Local pastor visits, teaches in Russia

By Daniel Runke, Pastor,
Albion Evangelical Free Church

How would you like to live in a country that is rated last on a list of “the 65 happiest countries to live in?”

I don’t think that too many of us would choose to live there! But for the people of Russia, they don’t have any choice. That is where they were born and live.

Earlier this spring, with the gracious support of my church, Albion Evangelical Free Church, I had the privilege of visiting Russia for 19 days. I went with eight other Americans to teach at a short-term Bible school that is set up and sponsored by the Evangelical Free Church of America (EFCA).

I arrived in Moscow and spent the first three days doing some sightseeing in and around the city, while adjusting to the nine-hour time change. I had the opportunity to visit the Kremlin, but due to the upcoming presidential elections, some parts were closed to tourists.

I got to visit Red Square and see the place where all the military parades used to take place during the years Communism ruled Russia. I also visited a famous market where Russian dolls and other Russian goods are sold and bartered for.

While in Moscow, I visited many of the missionaries serving with the EFCA and saw, first-hand, some of their struggles and joys of living and serving overseas.

We took an overnight train about 500 miles east of Moscow, to a city near the Volga river in the Russian republic of Tartarstan. The Bible school that I taught in was set up in a Russian church affiliated with the Evangelical Free Church of Russia (a sister organization to the EFCA).

We arrived Sunday morning, just in time to check into our hotel and get to the church to join them in their morning worship service.

The worship services in Russia are a little different in that they do not have a regular starting time. Some of this is because public transportation is not always reliable.

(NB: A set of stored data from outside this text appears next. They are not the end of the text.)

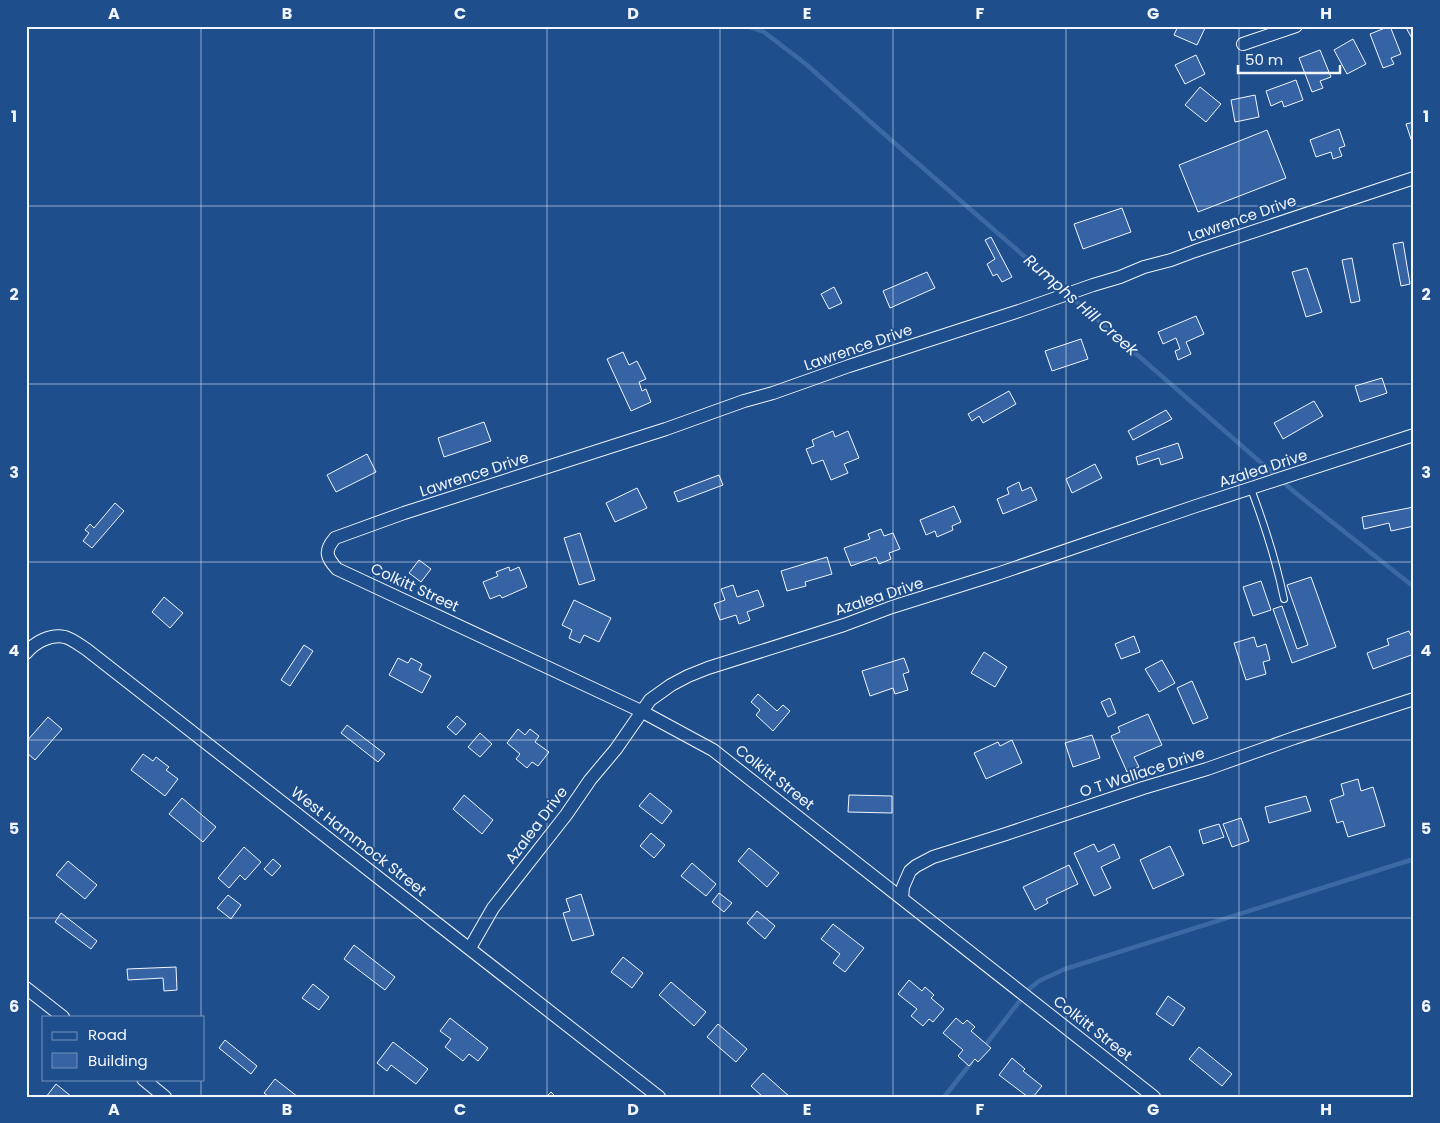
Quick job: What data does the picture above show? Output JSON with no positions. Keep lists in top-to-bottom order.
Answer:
{
  "streets": {
    "street": [
      "Lawrence Drive",
      "Azalea Drive",
      "Colkitt Street",
      "O T Wallace Drive",
      "West Hammock Street"
    ]
  },
  "crossings": [
    ["Lawrence Drive", "Colkitt Street"],
    ["Azalea Drive", "Colkitt Street"],
    ["Azalea Drive", "West Hammock Street"],
    ["Colkitt Street", "O T Wallace Drive"]
  ],
  "water": ["Rumphs Hill Creek"],
  "legend": ["Road", "Building"],
  "scale_bar": "50 m",
  "grid": {
    "columns": [
      "A",
      "B",
      "C",
      "D",
      "E",
      "F",
      "G",
      "H"
    ],
    "rows": [
      "1",
      "2",
      "3",
      "4",
      "5",
      "6"
    ]
  }
}
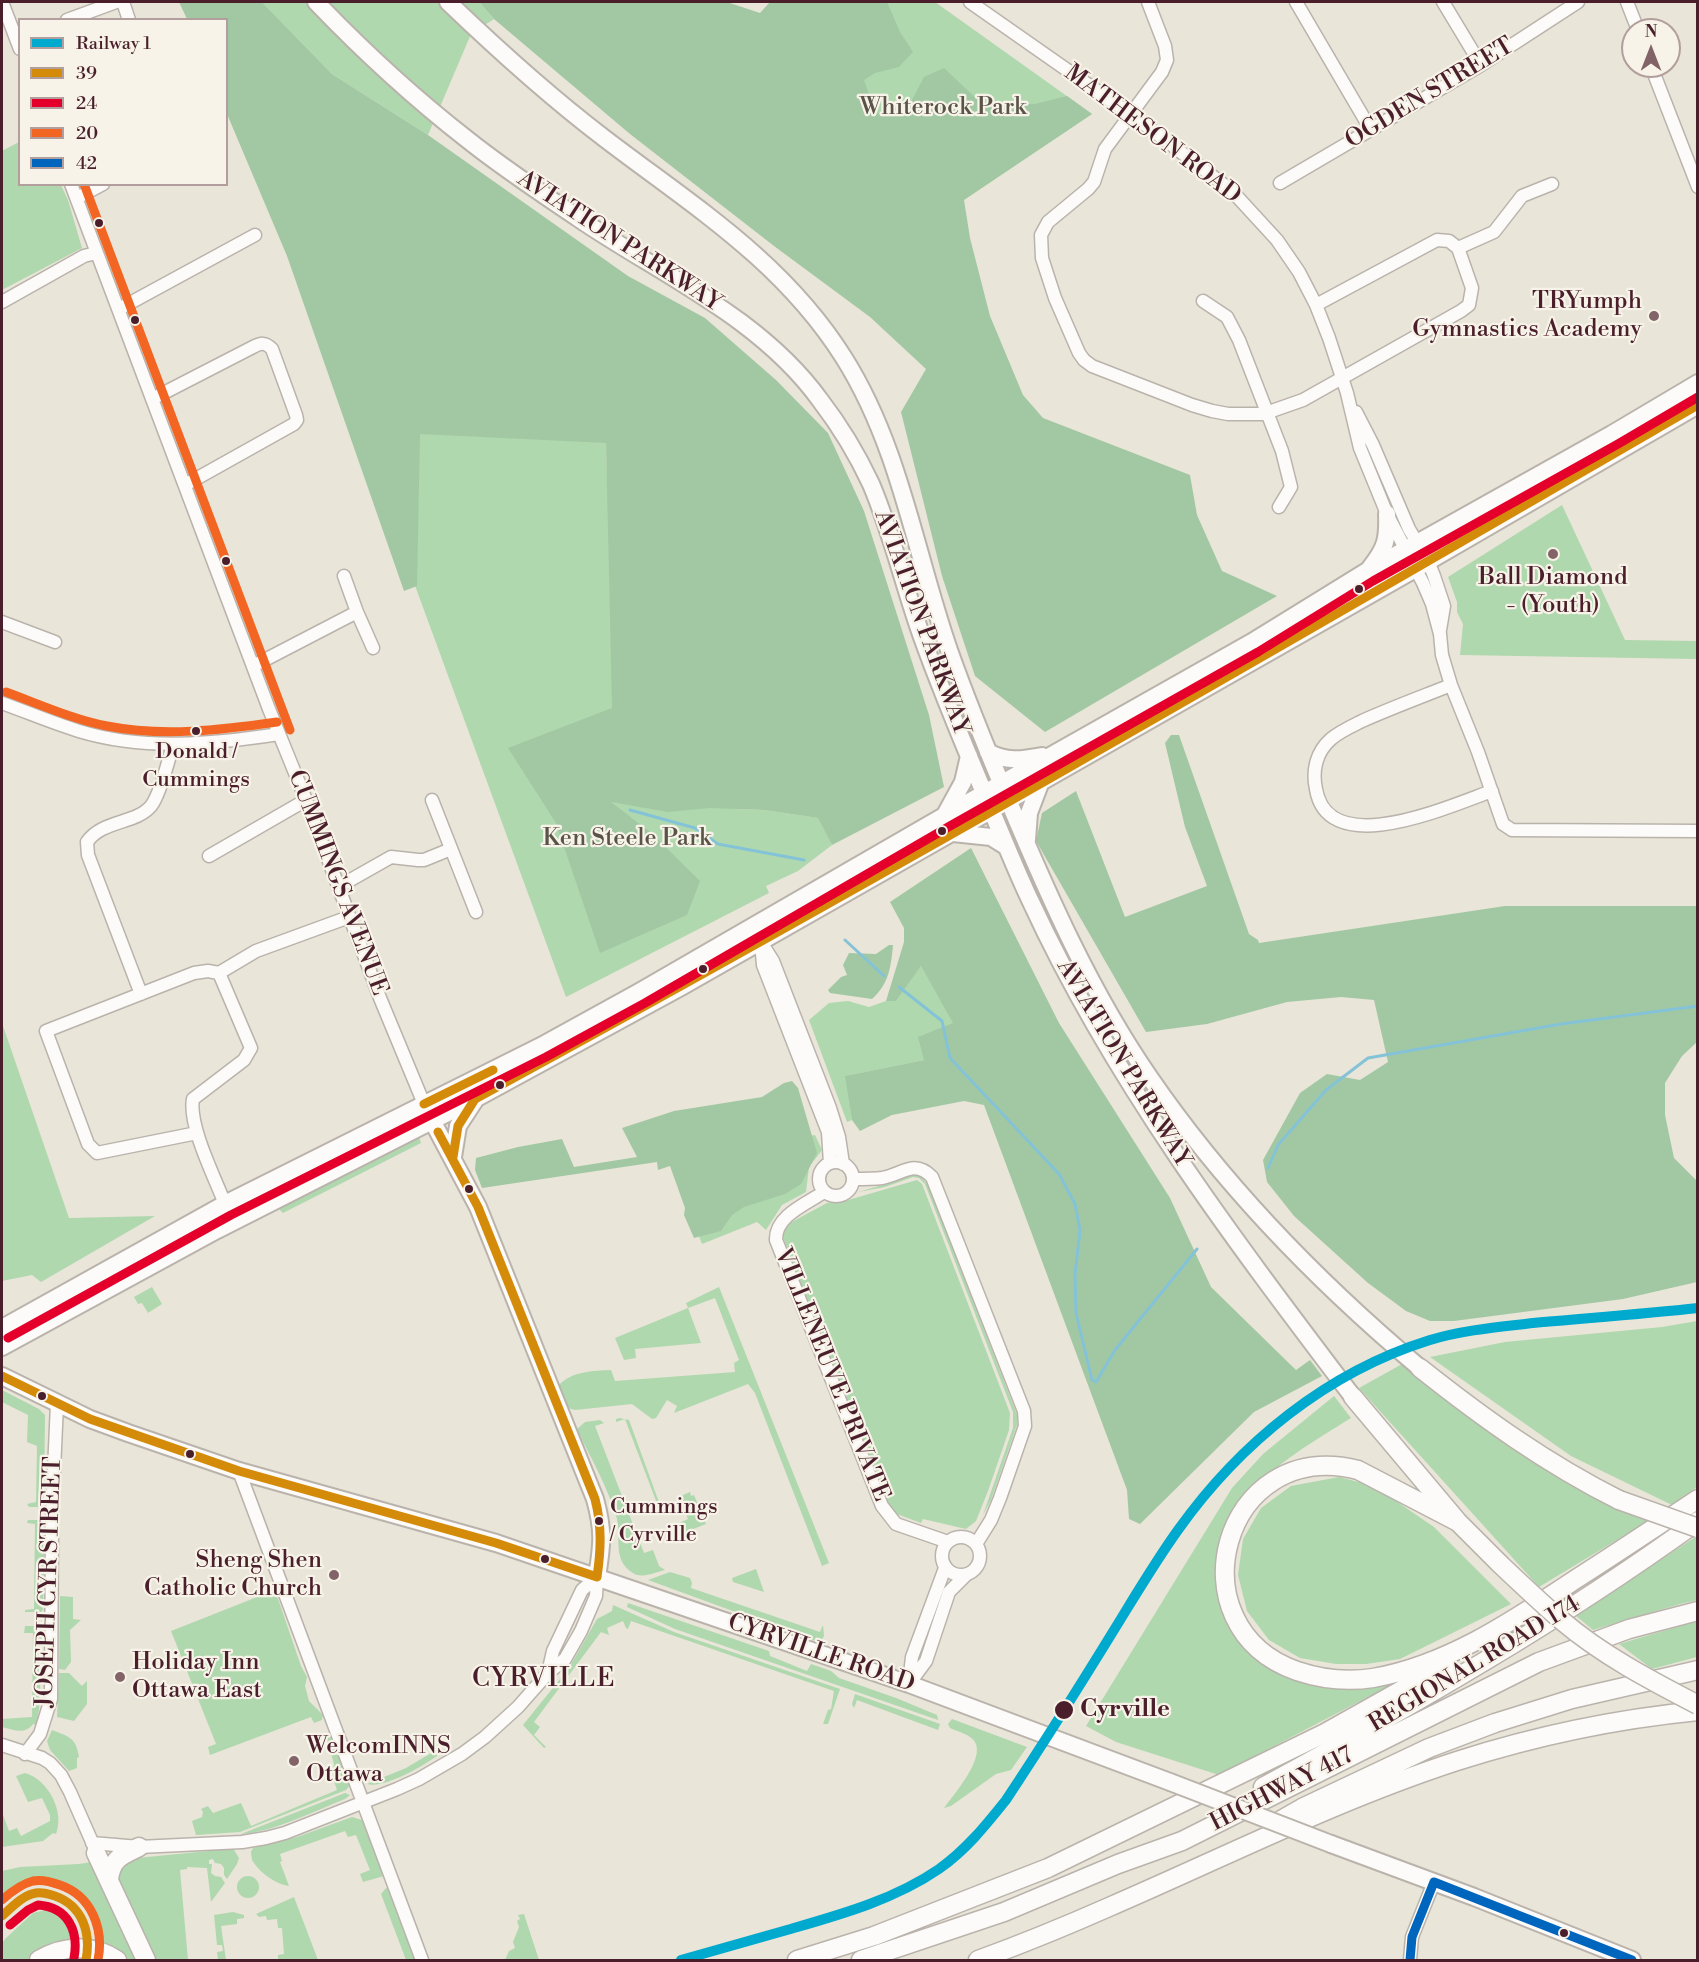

However, once they are all there, you can tell they really enjoy being together as the services usually last two to five hours. They are filled with lots of singing, some testimonies, and depending on if there are visiting pastors, maybe two or three sermons. They might end by sharing a meal together (potluck).

While I was there, I taught from the New Testament book of James. The students appreciated that we had come to teach them.

Since most of my 25 students could not understand English, everything was spoken through a translator. The translators we used were Christians, and really enjoyed this opportunity to translate. It was their chance to be paid a salary that was much greater than their normal wages. They could also work on their English, which would help them get better jobs.

The translators were fluent in English and at the time, were taking a break from their normal work of teaching English at a local university.

As I talked with my students, I found out that many of them came out of some very difficult circumstances. Many came from families where the father was an alcoholic or there was some kind of moral breakdown in the family.

Some had siblings or parents that were opposed to them. They saw no need for having a relationship with Jesus or meeting together regularly with those who did.

Most of the students had undergone some kind of spiritual experience in the last two years, and knowing God had brought a joy into their lives that they never known before.

Some of them had grown up in Orthodox churches, but had not seen the need for any kind of relationship with Jesus.

I asked them what had brought about the change in them, wanting to have a personal relationship with Jesus? Almost all of them said it was the love they saw between the other believers in the church that made them want to know Jesus, so they, in turn, might experience that love in their lives.

The students were a real joy to spend time with, and taught me many things.

Traveling to Russia taught me that we, in America, are very blessed. It showed me that we have a responsibility to protect and ensure that we pass on those blessings to our children.

I was reminded that happiness is not found in lots of material possessions, but in relationships, first with the Lord, and with family and friends.

If the opportunity ever comes up to visit another culture, I would thoroughly recommend it, for the things you will learn and the blessing you will be to others.